In light of these shifting views, “94% of FMS investors expect bonds, stocks and commodities to outperform cash next year,” the survey said.

Indeed, in November, cash levels fell while allocation to stock and bonds increased and commodities decreased.

Average cash balances stood at 4.7% in November, down from 5.3% in October and compared to 4.9% in September.

The sharp decline in average cash balances, below 5.0%, reversed BofA Global FMS Cash Rule’s “buy” signal for stocks after only once month, the survey noted.

Last month, the “buy signal” being triggered suggested a 7% rise in S&P 500 in the six-month period to follow.

Allocation to cash fell to a net 18% overweight in November, versus a net 29% overweight in October and a net 27% overweight in September.

In November, a net 2% of portfolio managers were overweight global equities, compared to a net 4% underweight in October and a net 3% underweight in September.
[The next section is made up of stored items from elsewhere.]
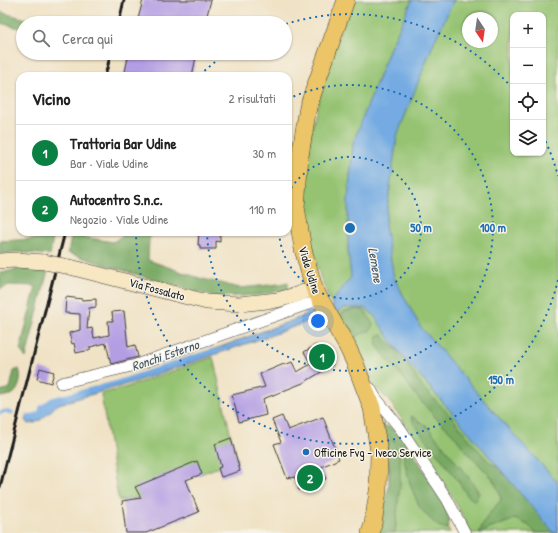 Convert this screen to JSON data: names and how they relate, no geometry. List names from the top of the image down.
{
  "streets": {
    "main road": ["Viale Udine"],
    "street": ["Via Fossalato"]
  },
  "crossings": [
    ["Viale Udine", "Via Fossalato"]
  ],
  "water": ["Lemene", "Ronchi Esterno"],
  "places": ["Officine Fvg - Iveco Service"],
  "north": "bottom",
  "page": {
    "map_buttons": ["+", "−"],
    "search": "Cerca qui",
    "heading": ["Vicino", "2 risultati"],
    "list": [
      {
        "mark": "1",
        "name": "Trattoria Bar Udine",
        "note": "Bar · Viale Udine",
        "value": "30 m"
      },
      {
        "mark": "2",
        "name": "Autocentro S.n.c.",
        "note": "Negozio · Viale Udine",
        "value": "110 m"
      }
    ],
    "pins": ["1", "2"]
  },
  "rings": ["50 m", "100 m", "150 m"]
} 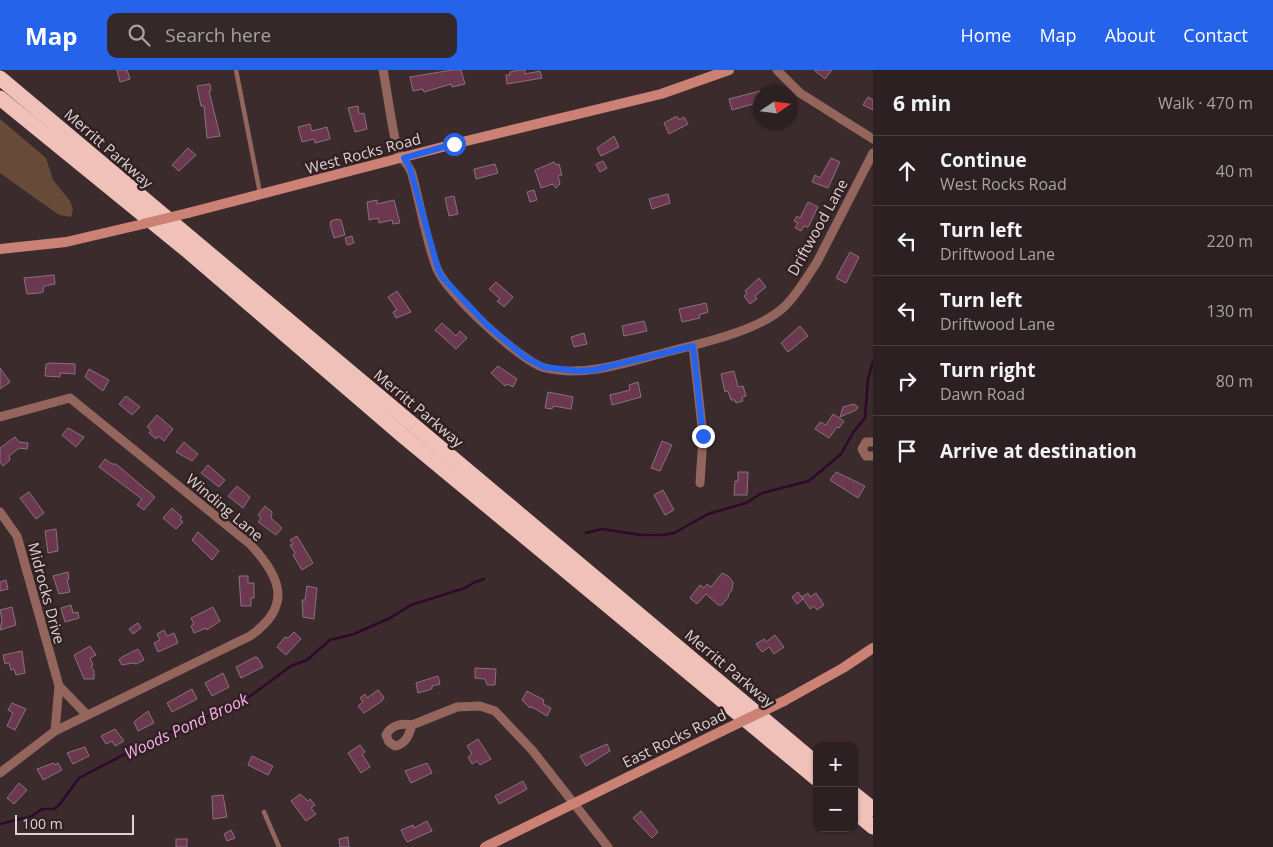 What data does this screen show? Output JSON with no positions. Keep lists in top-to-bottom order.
{
  "streets": {
    "highway": ["Merritt Parkway"],
    "main road": ["West Rocks Road", "East Rocks Road"],
    "street": ["Driftwood Lane", "Winding Lane", "Midrocks Drive"]
  },
  "crossings": [
    ["West Rocks Road", "Driftwood Lane"],
    ["Winding Lane", "Midrocks Drive"]
  ],
  "water": ["Woods Pond Brook"],
  "scale_bar": "100 m",
  "north": "right",
  "page": {
    "header": "Map",
    "search": "Search here",
    "nav": [
      "Home",
      "Map",
      "About",
      "Contact"
    ],
    "heading": ["6 min", "Walk · 470 m"],
    "list": [
      ["Continue", "West Rocks Road", "40 m"],
      ["Turn left", "Driftwood Lane", "220 m"],
      ["Turn left", "Driftwood Lane", "130 m"],
      ["Turn right", "Dawn Road", "80 m"],
      "Arrive at destination"
    ],
    "map_buttons": ["+", "−"],
    "scale": "100 m"
  }
}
This is the first time since April 2022 that managers held an overweight equity position, the survey noted.

This month, a net 19% of managers were overweight bonds, compared to a net 1% overweight in October and a net 1% underweight in September.

“This is the highest allocation to bonds since Mar’90,” BofA Global said.

Commodity allocation held at a net 3% overweight in November, compared to a net 8% overweight in October and a net 2% overweight in September.

On equity allocation, most regions, other than the U.S and Japan, saw trimming of stock holdings in November.

Allocation to U.S. stocks rose to a net 11% overweight this month, up from a net 6% overweight in October and compared to a net 7% overweight in September.

This month, a net 23% of managers were underweight eurozone stocks compared to a net 19% underweight in October and a net 10% underweight in September.

Allocation to global emerging markets (GEM) fell to a net 4% underweight in November from a net 3% underweight in October and compared to a net 9% overweight in September.

“In the last three months, EM equity allocation has declined 38ppt, the largest three-month decline since Jul’18,” BofA Global said.

Allocation to Japanese equities stood at a 23% overweight in November, up from a net 16% overweight in October and UK allocation stood at a net 30% underweight compared to a net 25% underweight last month.

In November, the biggest “tail risks” feared by portfolio managers were “Geopolitics worsen” (31% of those polled), “High inflation keeps central banks hawkish” (25%), “Global recession/hard landing” (23%), “Systemic credit event (global/corporate)” (14%), “AI/tech bubble” (4%) and China real estate bust (0%).

In October, the biggest “tail risks” were: “High inflation keeps central banks hawkish” (31% of those polled), “Geopolitics worsen” (23%), “Global recession/hard landing” (21%), “Systemic credit event” (government/corporate) (15%), “AI/tech bubble” (4%), and “China real estate bust” (3%).

In November, the “most crowded” trades deemed by global managers were: “Long Big Tech” (38% of those polled), “Short China equities” (22%), “Long T-bills” (11%), “Short 30-year Treasury” (7%), “Short REITs” (6%) and “Long Japan equities” (6%).

In October, the “most crowded” trades were: “Long Big Tech” (37% of those polled), “Short China equities” (21%), “Long Japan equities” (11%), “Long T-bills” (10%), “Short REITS” (7%) and “Short US dollar” (3%).

An overall total of 265 panelists, with $632 billion in assets under management, participated in the BofA Global Research fund manager survey, taken November 3  to November 9, 2023. “225 participants with $553bn AUM responded to the Global FMS questions and 151 participants with $268bn AUM responded to the Regional FMS questions,” BofA Global said.